Determine how many lines in the data below contain "white" and write only that number.

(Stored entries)

======

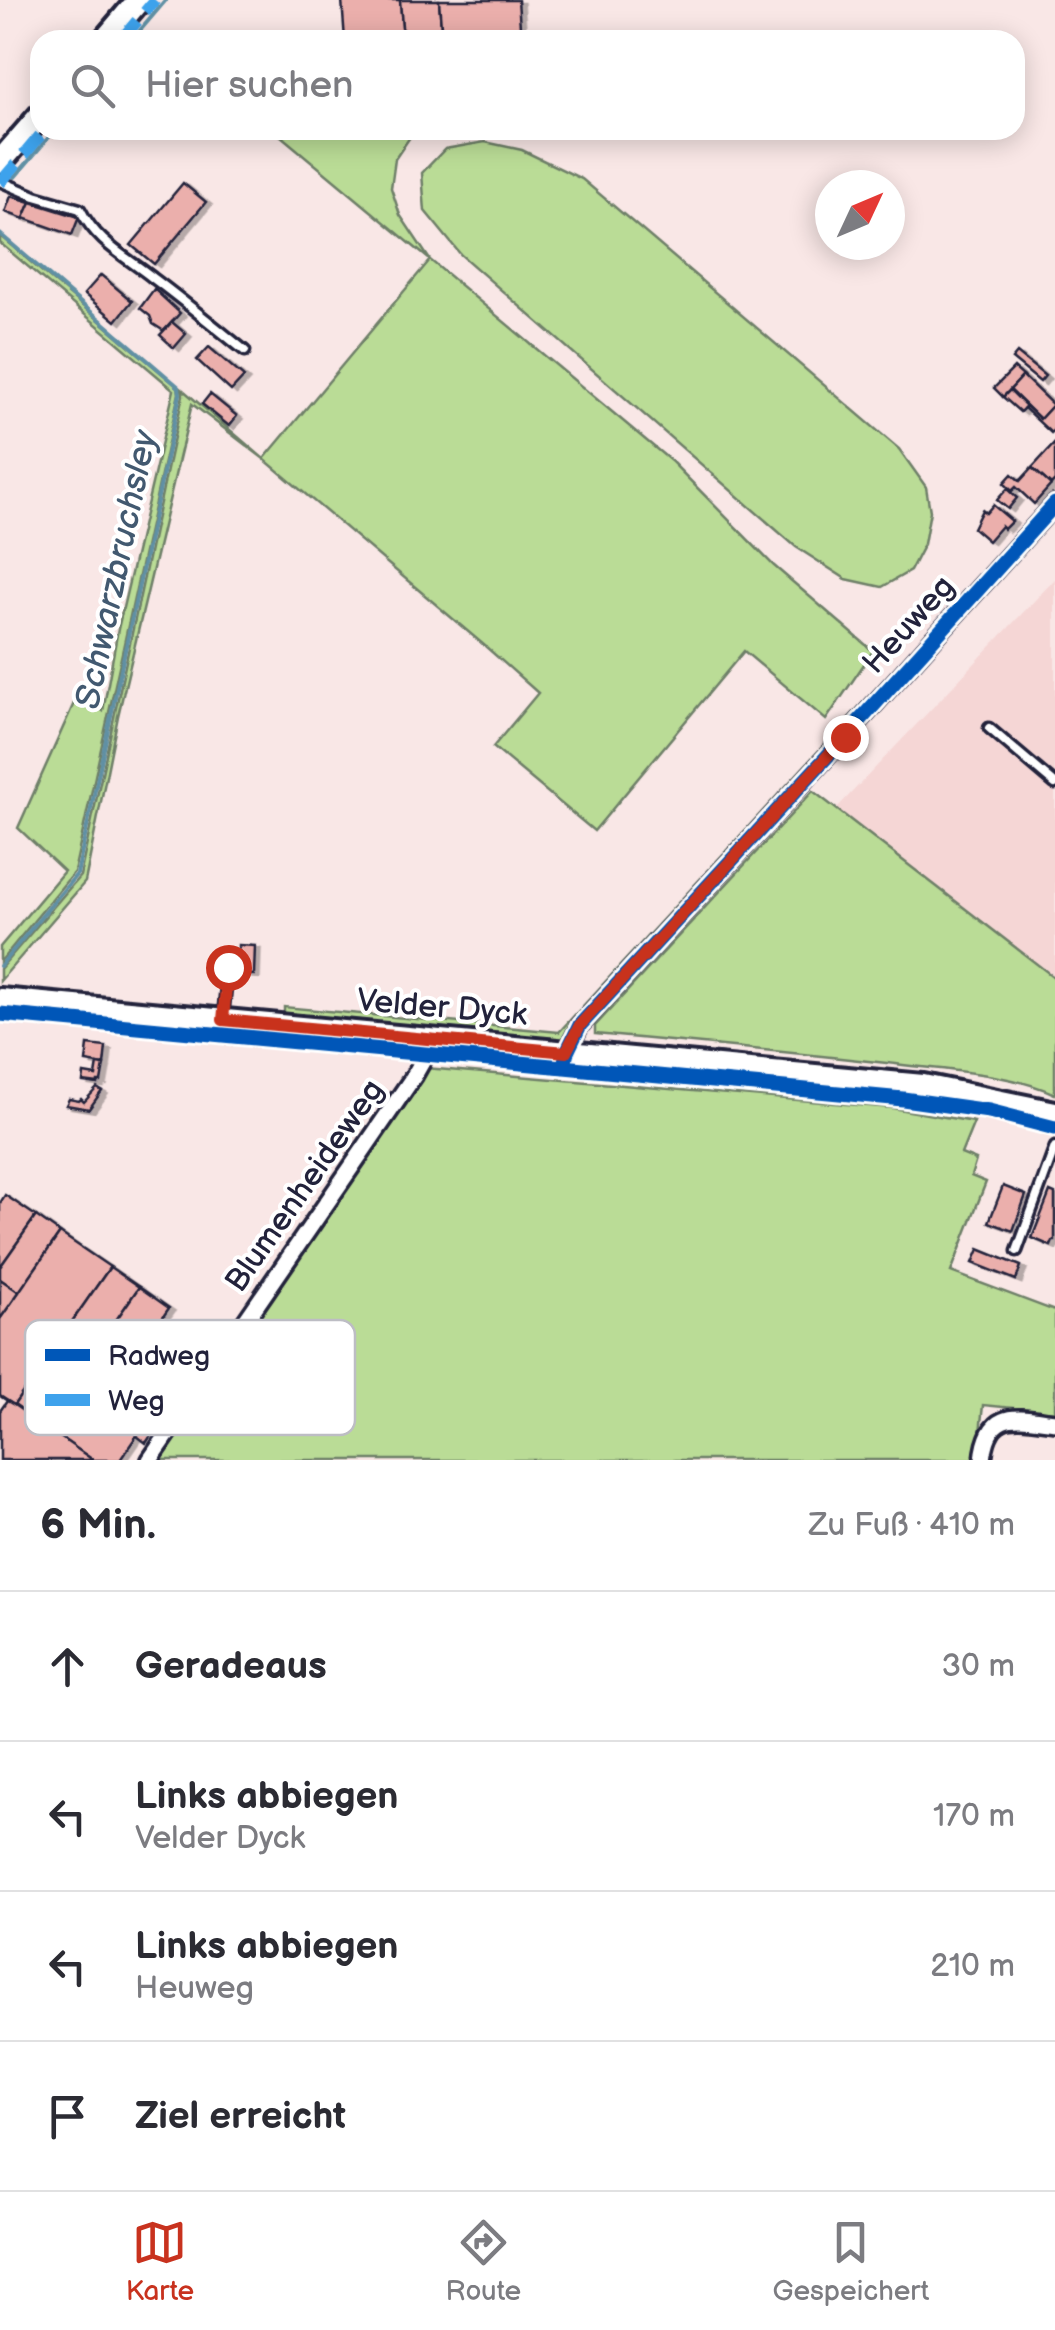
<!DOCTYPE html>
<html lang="de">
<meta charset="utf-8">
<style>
body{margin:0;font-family:"Balsamiq Sans",sans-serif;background:#f7f7f7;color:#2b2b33}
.compass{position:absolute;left:815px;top:170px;width:90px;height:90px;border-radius:50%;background:#fff;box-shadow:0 5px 25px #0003;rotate:46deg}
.stop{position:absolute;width:30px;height:30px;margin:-22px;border:8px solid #c8321e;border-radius:50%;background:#fff}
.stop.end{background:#c8321e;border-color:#fff;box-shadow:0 2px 10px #0008}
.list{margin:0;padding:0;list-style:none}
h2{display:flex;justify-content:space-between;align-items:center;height:130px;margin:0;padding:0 40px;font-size:42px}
h2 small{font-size:32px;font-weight:400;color:#7c7c81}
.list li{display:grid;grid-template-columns:65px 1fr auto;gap:30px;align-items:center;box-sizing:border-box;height:150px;padding:0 40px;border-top:2px solid #e1e1e2}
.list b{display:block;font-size:38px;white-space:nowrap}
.list p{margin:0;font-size:32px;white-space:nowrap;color:#7c7c81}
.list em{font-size:32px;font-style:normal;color:#7c7c81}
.icon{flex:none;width:55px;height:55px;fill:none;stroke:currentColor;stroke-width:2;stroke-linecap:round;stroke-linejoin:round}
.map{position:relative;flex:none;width:1055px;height:1460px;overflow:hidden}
.search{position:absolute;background:#fff;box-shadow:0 5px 25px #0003;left:30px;right:30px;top:30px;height:110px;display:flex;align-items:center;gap:25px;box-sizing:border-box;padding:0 35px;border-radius:30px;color:#7c7c81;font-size:38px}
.sheet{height:730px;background:#fff}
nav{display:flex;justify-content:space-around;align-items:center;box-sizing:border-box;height:140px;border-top:2px solid #e1e1e2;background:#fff;font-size:28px;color:#7c7c81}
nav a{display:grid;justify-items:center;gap:5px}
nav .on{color:#c8321e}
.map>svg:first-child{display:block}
</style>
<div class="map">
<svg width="1055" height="1460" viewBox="0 0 1055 1460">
<defs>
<filter id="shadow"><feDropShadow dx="5.5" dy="3" stdDeviation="0" flood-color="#0004"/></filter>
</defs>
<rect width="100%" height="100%" fill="#f9e7e6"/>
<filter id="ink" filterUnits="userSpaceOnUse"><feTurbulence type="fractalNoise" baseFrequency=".01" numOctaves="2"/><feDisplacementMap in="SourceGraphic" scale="20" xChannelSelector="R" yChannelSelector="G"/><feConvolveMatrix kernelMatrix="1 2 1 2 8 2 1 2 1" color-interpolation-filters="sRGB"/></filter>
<g filter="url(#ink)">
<polygon fill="#f5d6d5" points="1055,579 1055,978 836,809"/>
<g fill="#badc96" stroke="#6e7f68" stroke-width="2.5">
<polygon points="313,130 423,130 412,134 395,159 391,188 400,215 430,260 672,462 773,565 873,651 826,720 744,651 594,831 493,747 538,693 485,646 264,459 192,404 118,716 85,882 0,981 0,969 80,876 183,395 182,389 264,459 430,260 281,136"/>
<polygon points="485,142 522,150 582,179 899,449 926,487 930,511 924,544 910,571 882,587 846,579 796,547 461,255 425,211 422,173 445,149"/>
<polygon points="0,236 178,387 179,393 74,872 0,962 0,947 64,871 18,828 79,692 103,711 118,629 174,390 0,243"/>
<polygon points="894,669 895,671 564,1039 558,1043 287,1018 284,1013 284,1007 559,1032"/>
<path d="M813,791L1055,978V1094C1007,1072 948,1071 896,1064C796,1053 695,1043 595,1034V1026Z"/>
<polygon points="425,1068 892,1108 974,1122 961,1154 976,1160 971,1176 986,1182 951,1272 1055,1311 1055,1412 983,1405 977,1460 155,1460"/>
</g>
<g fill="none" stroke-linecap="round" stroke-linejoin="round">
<g stroke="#6190a4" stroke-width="4">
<polyline points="132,40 166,0"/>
<polyline points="15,177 55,130"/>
<polyline points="0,234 179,387 180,394 77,874 0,966"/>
</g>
</g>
<g fill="#ebafac" stroke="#22223b" stroke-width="2.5" filter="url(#shadow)">
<polygon points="342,0 400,0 403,40 345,40"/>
<polygon points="400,0 439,0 442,40 403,40"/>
<polygon points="439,0 518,0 521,40 442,40"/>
<polygon points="183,183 206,202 154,264 131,245"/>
<polygon points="11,196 31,202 24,219 5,212"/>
<polygon points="31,202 79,217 72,235 24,218"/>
<polygon points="101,275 132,301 116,321 84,294"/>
<polygon points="154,289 180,313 164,331 153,324 150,316 140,308"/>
<polygon points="172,322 186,334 174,348 160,335"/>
<polygon points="209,347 244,377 231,391 197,360"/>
<polygon points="1017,353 1045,376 1040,382 1012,359"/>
<polygon points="1014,368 1023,376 1003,397 994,388"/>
<polygon points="1023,376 1053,405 1040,419 1010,390"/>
<polygon points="1010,390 1026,406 1020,412 1003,397"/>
<polygon points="210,394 237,416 229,426 202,404"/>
<polygon points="1053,405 1055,428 1051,433 1024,408 1026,406 1040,419"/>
<polygon points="1055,443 1055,481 1051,485 1032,468"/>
<polygon points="1032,468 1051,485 1034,504 1016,487 1012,491 1004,483 1012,474 1020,481"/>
<polygon points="1007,489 1017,498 1008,509 997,500"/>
<polygon points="993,505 1012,521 1004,529 1001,526 988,541 973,528 982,510 986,513"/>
<polygon points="238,945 255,946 254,975 238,974"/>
<polygon points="88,1045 106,1047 104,1065 86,1062"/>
<polygon points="98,1064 104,1065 101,1082 98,1082 98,1084 83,1082 84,1074 96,1076"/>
<polygon points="97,1088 102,1091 89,1109 66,1105 69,1099 79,1101 81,1099 84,1102"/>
<polygon points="1003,1186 1026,1195 1013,1231 989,1222"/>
<polygon points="1050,1192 1055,1194 1055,1241 1053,1241 1051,1246 1032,1238"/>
<polygon points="5,1195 36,1216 0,1267 0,1203"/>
<polygon points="36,1216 60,1233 19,1292 0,1279 0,1267"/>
<polygon points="60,1233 110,1267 14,1405 0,1396 0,1319"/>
<polygon points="979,1249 1021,1266 1016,1280 973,1263"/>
<polygon points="110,1267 139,1287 87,1362 83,1359 39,1423 14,1405"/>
<polygon points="0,1279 19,1292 0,1319"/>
<polygon points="139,1287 169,1308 124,1373 94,1352"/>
<polygon points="83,1359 155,1409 120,1460 93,1460 39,1423"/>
<polygon points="7,1401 14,1405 93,1460 0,1460 0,1411"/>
<polygon points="147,1422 156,1428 146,1443 137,1436"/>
</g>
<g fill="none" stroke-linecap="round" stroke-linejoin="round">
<defs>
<g id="service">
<path d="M0,181L35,196L80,209C97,243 124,255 153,278C184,301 215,327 245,351"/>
<polyline points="989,728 1055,784"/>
<polyline points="223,1016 228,967"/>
<polyline points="1017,1251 1055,1147"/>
</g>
<g id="minor">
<polyline points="567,1052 580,1025 845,737 1055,504"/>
<polyline points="150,1460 414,1076 427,1053 429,1039"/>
<path d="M983,1460C988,1408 1015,1417 1055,1422"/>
</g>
<g id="secondary">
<polyline points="105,40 139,0"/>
<polyline points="0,162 40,116"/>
<polyline points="0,1000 923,1086 1055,1113"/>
</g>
</defs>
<use href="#service" stroke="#22223b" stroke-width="15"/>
<use href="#minor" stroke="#22223b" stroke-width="22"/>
<use href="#secondary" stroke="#22223b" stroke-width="30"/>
<use href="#service" stroke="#fff" stroke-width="8"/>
<use href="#minor" stroke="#fff" stroke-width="15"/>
<use href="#secondary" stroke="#fff" stroke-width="22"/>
<g stroke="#3ea2ec" stroke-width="12" stroke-dasharray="25 12" stroke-linecap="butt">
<polyline points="121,40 155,0"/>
<polyline points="0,183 45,130"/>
</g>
<defs>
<g id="cycleway">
<polyline points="0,1014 903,1099 989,1111 1055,1128"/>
<polyline points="564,1066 567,1052 580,1025 845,737 1055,504"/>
</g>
</defs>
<use href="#cycleway" stroke="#fff" stroke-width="21"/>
<use href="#cycleway" stroke="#0057b8" stroke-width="15"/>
</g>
</g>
<g fill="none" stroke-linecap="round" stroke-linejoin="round" filter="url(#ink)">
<polyline stroke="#c8321e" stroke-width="12" points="228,967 223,1020 566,1052 580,1025 845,737"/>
</g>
<g text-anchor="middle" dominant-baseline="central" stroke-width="8" stroke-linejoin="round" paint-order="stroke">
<g font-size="32" fill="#22223b" stroke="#fff">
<text transform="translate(909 625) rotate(-48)">Heuweg</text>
<text transform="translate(442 1008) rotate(5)">Velder Dyck</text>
<text transform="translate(305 1186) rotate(-55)">Blumenheideweg</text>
</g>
<g font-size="35" font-style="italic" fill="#425970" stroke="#fff">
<text transform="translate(117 570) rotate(-78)">Schwarzbruchsley</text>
</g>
</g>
<rect x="25" y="1320" width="330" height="115" rx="15" fill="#fff" stroke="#bdbdc4" stroke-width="2.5"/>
<rect x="45" y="1349" width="45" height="12" fill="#0057b8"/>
<rect x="45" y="1394" width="45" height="12" fill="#3ea2ec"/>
<g font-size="28" fill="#22223b">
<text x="108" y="1365">Radweg</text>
<text x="108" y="1410">Weg</text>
</g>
</svg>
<svg class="compass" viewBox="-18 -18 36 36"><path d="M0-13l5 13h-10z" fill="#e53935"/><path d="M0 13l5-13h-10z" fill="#7c7c81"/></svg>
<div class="stop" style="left:228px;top:967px"></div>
<div class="stop end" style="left:845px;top:737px"></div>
<div class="search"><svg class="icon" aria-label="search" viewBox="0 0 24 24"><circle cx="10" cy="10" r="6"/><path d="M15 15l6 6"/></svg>Hier suchen</div>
</div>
<section class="sheet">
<h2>6 Min.<small>Zu Fuß · 410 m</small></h2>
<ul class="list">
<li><svg class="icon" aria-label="ahead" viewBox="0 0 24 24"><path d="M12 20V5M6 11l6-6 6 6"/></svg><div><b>Geradeaus</b></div><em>30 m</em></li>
<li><svg class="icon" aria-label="left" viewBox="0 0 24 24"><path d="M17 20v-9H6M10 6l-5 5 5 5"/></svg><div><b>Links abbiegen</b><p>Velder Dyck</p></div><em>170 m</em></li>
<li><svg class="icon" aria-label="left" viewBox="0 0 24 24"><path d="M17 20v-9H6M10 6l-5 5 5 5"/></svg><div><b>Links abbiegen</b><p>Heuweg</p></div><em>210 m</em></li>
<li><svg class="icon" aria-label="arrive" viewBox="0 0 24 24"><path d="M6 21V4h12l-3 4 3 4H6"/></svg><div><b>Ziel erreicht</b></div></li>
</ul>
</section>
<nav>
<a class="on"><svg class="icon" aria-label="map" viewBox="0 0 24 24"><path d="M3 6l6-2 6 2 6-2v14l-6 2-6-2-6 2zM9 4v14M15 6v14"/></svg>Karte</a>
<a><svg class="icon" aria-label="directions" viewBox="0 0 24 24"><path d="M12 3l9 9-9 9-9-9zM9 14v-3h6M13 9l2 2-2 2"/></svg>Route</a>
<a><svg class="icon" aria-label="saved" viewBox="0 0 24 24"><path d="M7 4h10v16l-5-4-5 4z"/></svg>Gespeichert</a>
</nav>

======

Response:
2